## RECORD SET

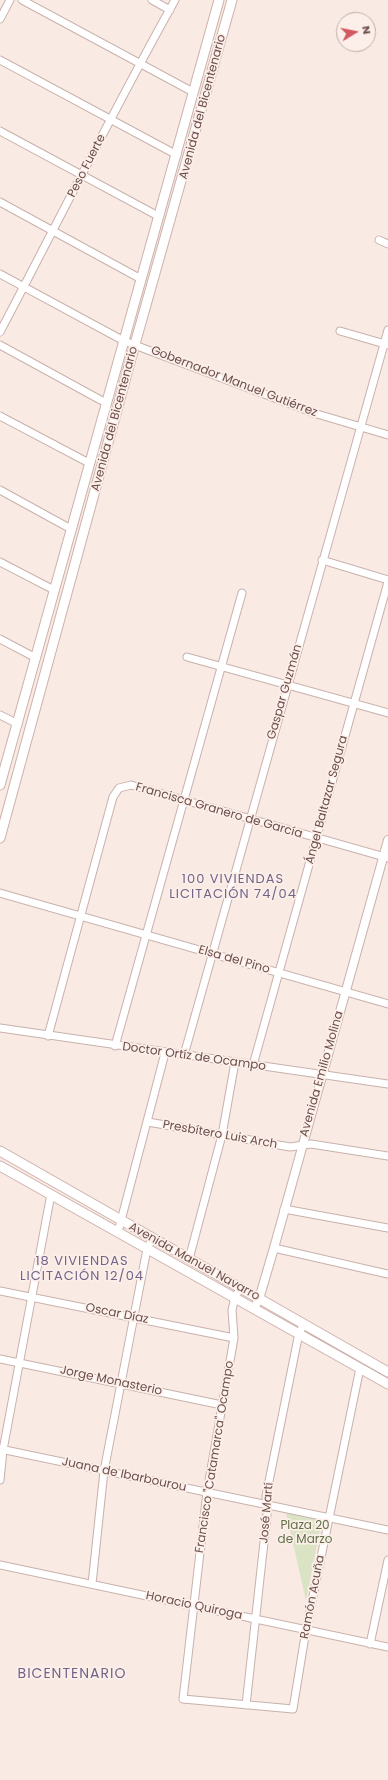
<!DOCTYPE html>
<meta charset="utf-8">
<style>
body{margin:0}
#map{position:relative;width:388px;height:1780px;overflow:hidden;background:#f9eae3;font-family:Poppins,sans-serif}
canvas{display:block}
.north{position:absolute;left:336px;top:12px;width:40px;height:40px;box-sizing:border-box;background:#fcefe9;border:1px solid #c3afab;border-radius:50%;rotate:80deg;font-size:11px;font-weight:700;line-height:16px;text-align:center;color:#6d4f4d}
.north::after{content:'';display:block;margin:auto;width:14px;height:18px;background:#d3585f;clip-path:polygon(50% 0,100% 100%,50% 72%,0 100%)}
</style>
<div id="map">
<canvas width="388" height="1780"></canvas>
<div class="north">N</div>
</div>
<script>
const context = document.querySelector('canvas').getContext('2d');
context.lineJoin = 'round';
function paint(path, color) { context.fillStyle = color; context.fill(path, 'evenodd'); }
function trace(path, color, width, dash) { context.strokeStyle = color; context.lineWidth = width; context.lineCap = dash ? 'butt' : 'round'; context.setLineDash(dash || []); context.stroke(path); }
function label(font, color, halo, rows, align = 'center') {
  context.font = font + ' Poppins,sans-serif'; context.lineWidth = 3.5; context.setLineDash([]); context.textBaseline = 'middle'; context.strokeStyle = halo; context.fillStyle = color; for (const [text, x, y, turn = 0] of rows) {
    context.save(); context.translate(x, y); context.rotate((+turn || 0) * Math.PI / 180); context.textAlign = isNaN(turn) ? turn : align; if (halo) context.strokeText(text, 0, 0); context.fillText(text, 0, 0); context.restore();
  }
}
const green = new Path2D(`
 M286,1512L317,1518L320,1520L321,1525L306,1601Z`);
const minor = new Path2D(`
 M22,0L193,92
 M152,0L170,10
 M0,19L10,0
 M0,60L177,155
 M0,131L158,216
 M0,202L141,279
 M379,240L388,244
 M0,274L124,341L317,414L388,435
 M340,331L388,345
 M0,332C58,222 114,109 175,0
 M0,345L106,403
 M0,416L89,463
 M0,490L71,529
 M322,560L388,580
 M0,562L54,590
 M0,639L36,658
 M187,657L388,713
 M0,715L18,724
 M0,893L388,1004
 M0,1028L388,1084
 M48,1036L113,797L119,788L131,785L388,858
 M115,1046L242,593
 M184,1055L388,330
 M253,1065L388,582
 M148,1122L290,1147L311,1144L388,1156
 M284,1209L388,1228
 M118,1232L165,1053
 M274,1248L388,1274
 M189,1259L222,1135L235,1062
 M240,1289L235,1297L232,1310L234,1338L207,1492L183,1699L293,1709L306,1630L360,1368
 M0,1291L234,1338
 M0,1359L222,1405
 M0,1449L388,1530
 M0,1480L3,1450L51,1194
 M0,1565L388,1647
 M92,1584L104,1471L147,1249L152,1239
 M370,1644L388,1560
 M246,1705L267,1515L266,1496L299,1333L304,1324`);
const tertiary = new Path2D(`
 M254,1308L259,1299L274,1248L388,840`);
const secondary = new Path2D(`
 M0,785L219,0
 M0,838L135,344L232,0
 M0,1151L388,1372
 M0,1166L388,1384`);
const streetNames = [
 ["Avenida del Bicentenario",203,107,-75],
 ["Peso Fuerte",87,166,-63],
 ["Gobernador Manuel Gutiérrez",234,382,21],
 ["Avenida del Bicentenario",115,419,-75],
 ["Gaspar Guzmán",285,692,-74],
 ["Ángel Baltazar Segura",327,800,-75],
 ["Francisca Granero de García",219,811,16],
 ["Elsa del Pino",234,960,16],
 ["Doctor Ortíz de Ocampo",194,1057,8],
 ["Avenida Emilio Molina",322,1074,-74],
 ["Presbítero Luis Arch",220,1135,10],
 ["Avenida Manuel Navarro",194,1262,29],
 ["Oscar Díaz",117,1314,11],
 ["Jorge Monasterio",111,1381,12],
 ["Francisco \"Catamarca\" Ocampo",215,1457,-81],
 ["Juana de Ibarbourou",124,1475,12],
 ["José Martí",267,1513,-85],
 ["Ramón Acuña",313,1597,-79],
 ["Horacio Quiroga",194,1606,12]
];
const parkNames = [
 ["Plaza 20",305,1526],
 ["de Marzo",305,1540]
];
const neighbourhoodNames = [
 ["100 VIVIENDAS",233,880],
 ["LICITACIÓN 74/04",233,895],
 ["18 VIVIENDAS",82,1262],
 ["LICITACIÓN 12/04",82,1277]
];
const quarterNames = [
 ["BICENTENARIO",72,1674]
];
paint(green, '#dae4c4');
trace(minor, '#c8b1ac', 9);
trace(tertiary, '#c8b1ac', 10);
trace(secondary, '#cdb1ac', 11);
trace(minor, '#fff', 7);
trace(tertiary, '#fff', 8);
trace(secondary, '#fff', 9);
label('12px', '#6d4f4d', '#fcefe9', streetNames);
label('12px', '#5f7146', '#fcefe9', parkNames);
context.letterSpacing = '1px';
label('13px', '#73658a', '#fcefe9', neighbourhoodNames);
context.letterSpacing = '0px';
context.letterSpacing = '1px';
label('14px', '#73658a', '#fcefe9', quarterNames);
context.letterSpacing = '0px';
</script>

## EXERCISE OBJECTIVE
Look at the records above. Copy every line where the string "rotate" occurs.

## SOLVED EXERCISE
.north{position:absolute;left:336px;top:12px;width:40px;height:40px;box-sizing:border-box;background:#fcefe9;border:1px solid #c3afab;border-radius:50%;rotate:80deg;font-size:11px;font-weight:700;line-height:16px;text-align:center;color:#6d4f4d}
    context.save(); context.translate(x, y); context.rotate((+turn || 0) * Math.PI / 180); context.textAlign = isNaN(turn) ? turn : align; if (halo) context.strokeText(text, 0, 0); context.fillText(text, 0, 0); context.restore();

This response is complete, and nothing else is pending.